§ Directions for this task: This task calls for copying every line in the data below that contains the word "Wiklinowa".
(Extracted material Opens)
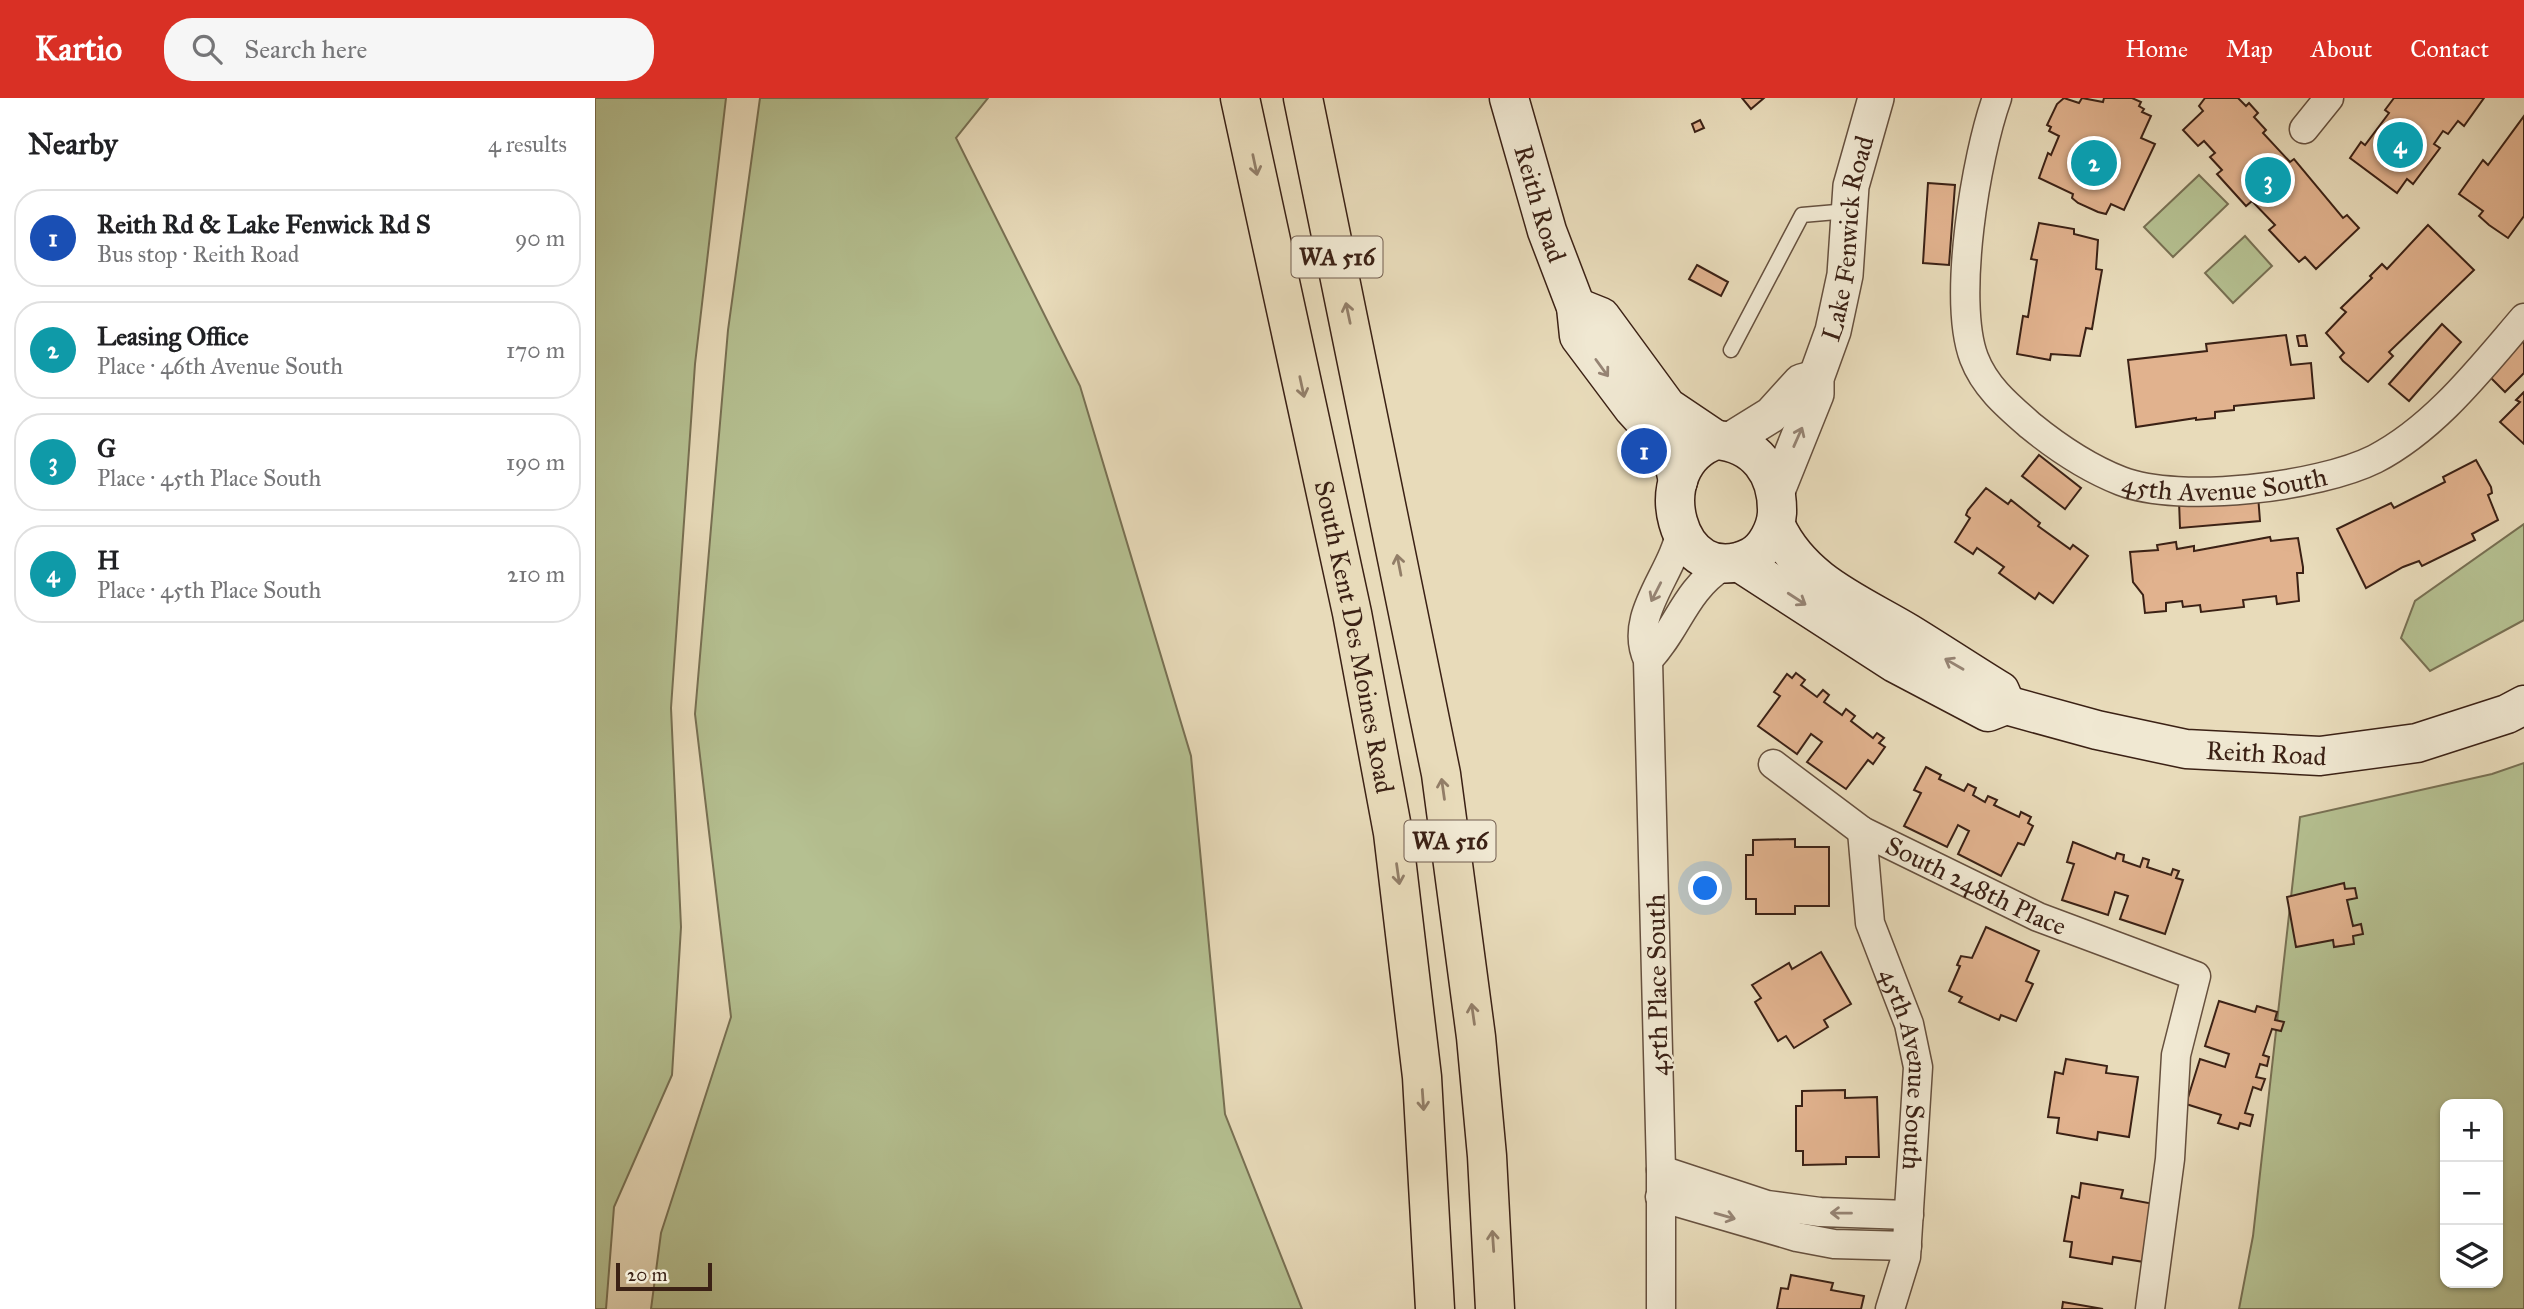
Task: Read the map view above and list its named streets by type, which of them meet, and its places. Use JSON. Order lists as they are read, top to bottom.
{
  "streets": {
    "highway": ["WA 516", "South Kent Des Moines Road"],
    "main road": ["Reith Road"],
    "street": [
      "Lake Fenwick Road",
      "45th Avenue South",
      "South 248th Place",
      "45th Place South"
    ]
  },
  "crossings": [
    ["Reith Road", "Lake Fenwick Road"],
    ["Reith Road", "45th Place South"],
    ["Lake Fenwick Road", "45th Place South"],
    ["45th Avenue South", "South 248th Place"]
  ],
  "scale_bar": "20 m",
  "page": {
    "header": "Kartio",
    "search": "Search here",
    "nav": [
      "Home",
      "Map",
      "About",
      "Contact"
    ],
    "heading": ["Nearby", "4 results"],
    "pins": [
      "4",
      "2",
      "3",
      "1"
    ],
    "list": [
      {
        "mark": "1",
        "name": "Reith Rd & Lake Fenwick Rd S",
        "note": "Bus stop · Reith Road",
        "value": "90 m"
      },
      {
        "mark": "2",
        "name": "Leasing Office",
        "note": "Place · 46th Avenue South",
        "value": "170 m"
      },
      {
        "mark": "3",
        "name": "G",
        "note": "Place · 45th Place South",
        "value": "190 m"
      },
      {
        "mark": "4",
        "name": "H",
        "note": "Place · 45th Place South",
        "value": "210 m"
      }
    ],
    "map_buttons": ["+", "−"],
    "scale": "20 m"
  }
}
(Extracted material Closes)
(Extracted material Opens)
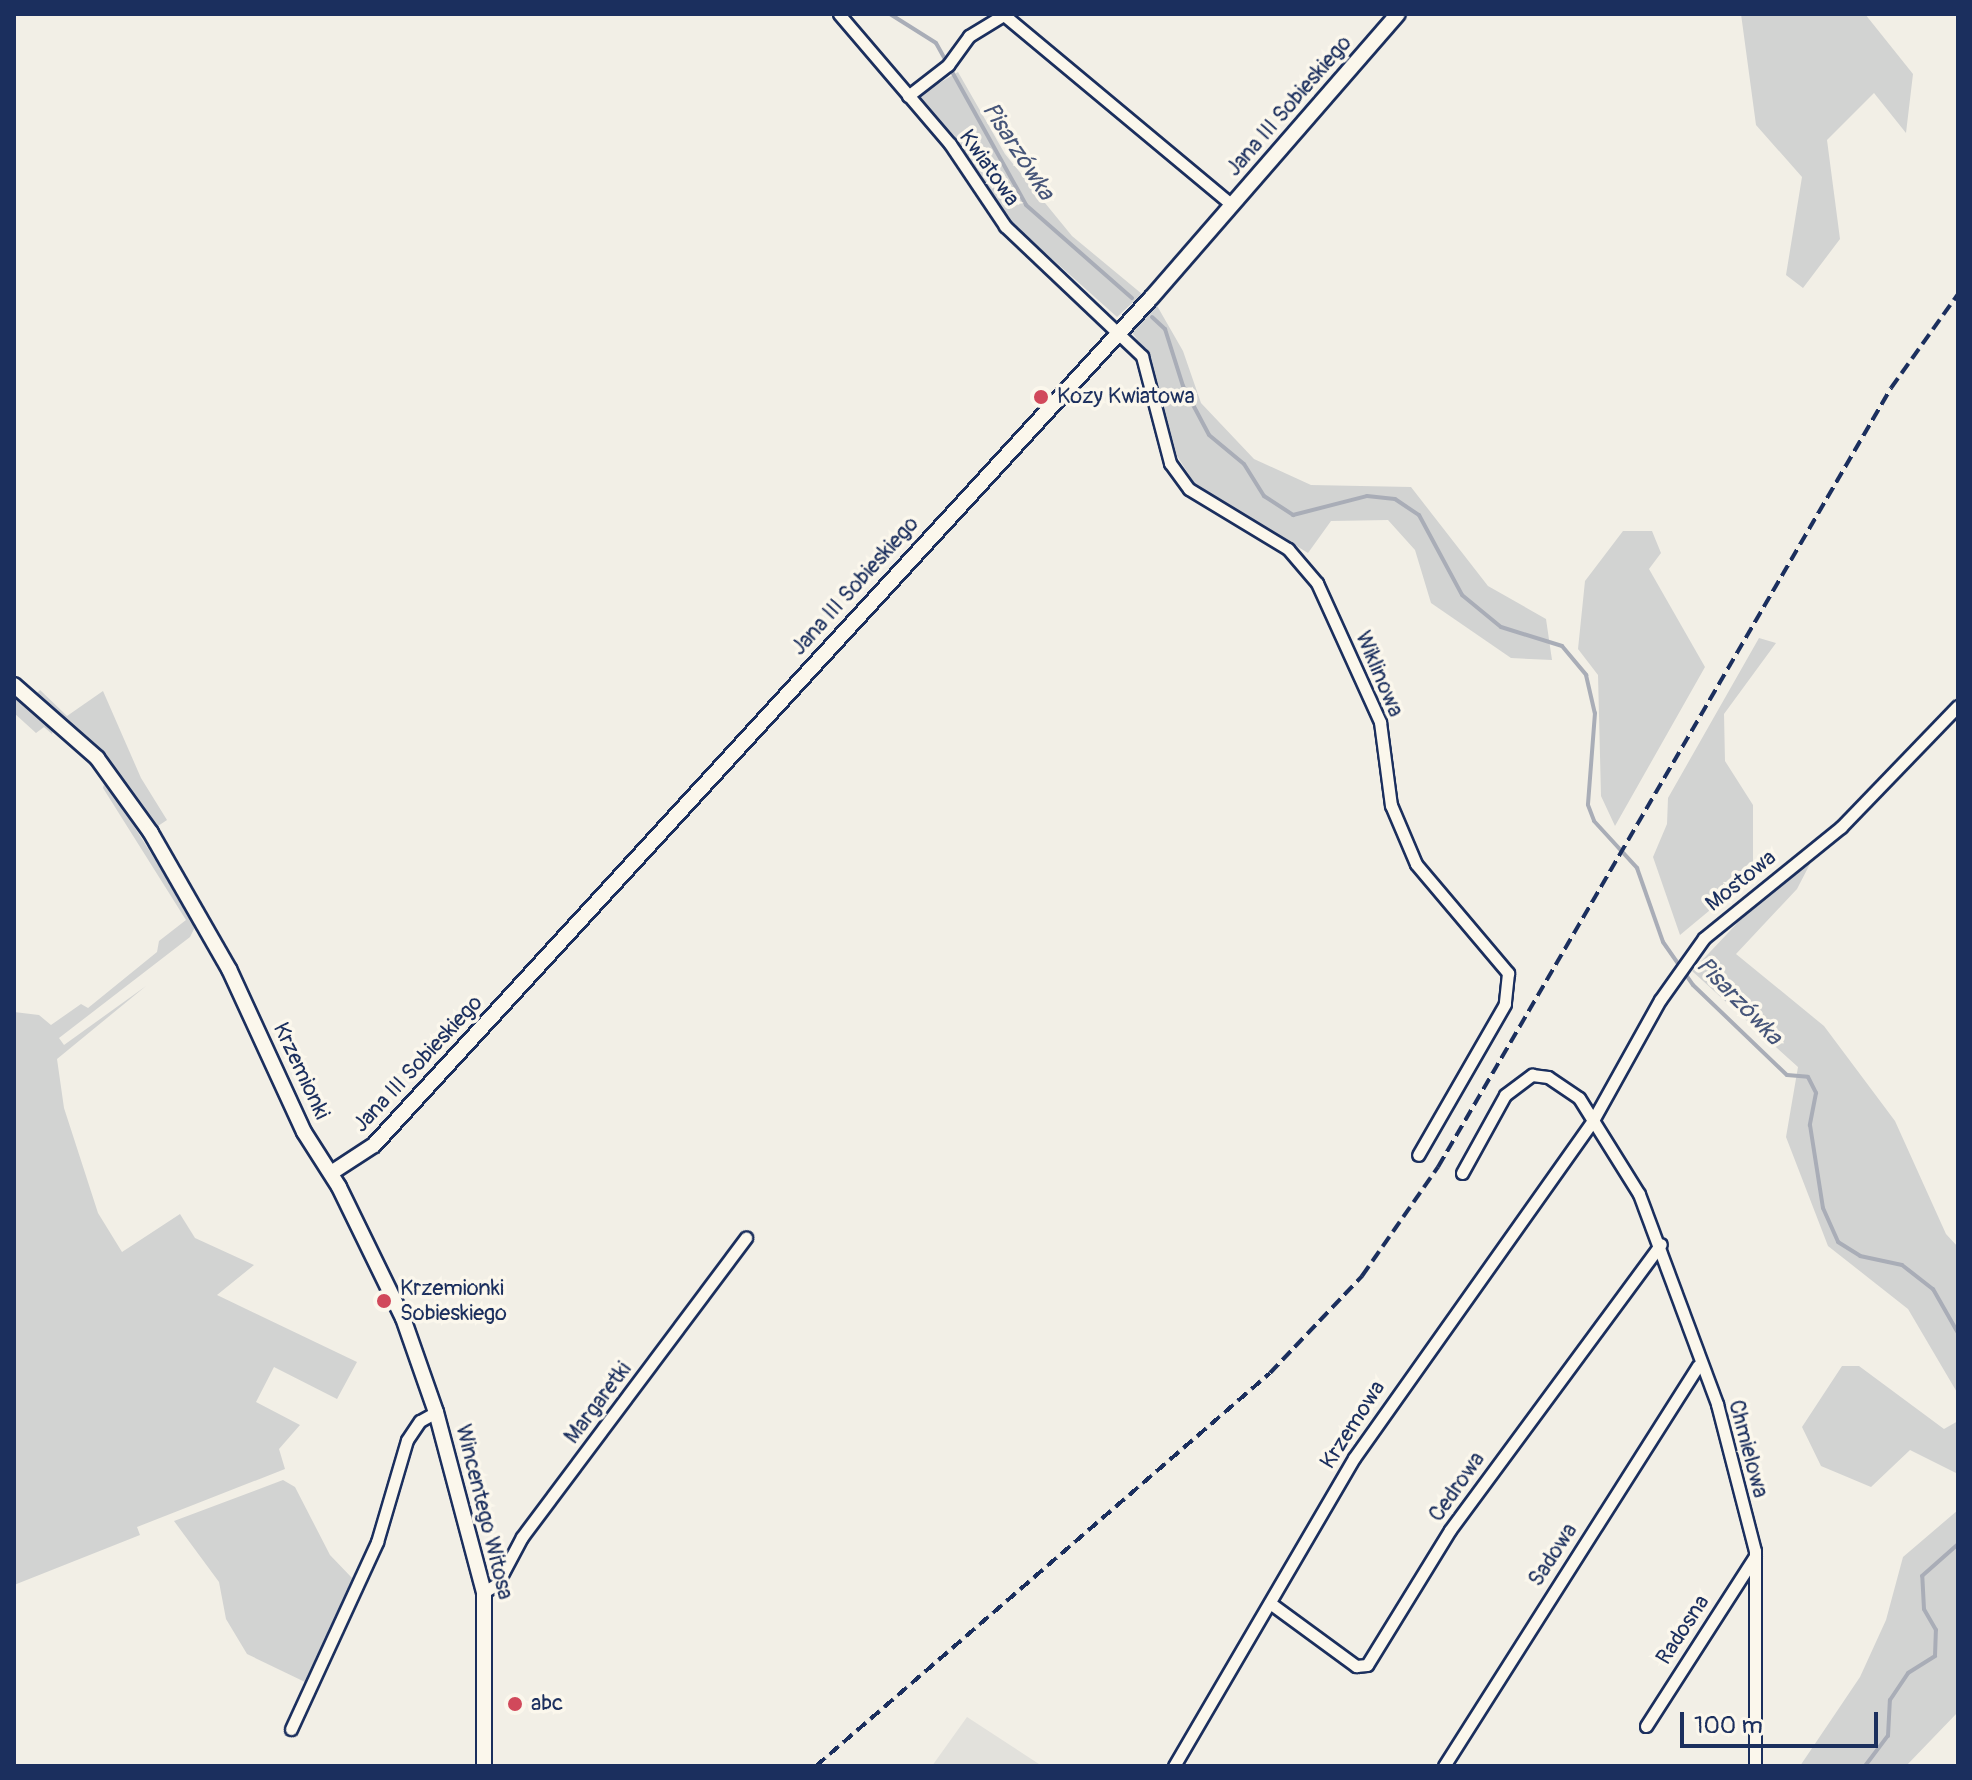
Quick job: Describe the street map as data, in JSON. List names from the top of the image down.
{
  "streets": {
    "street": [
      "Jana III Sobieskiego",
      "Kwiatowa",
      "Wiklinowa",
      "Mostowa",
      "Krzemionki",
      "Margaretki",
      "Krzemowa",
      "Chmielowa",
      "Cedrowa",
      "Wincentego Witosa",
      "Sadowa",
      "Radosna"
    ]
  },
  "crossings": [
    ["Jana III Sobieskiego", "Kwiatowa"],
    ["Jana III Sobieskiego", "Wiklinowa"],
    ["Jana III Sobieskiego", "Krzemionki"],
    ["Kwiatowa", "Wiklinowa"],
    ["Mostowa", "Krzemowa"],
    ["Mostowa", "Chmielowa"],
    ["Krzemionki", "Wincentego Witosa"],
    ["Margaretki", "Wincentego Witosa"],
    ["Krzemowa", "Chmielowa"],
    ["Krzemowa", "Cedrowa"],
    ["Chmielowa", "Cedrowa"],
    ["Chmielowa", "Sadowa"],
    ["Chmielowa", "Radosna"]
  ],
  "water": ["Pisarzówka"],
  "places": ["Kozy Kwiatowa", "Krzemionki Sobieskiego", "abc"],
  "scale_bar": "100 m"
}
(Extracted material Closes)
§ The answer:
      "Wiklinowa",
    ["Jana III Sobieskiego", "Wiklinowa"],
    ["Kwiatowa", "Wiklinowa"],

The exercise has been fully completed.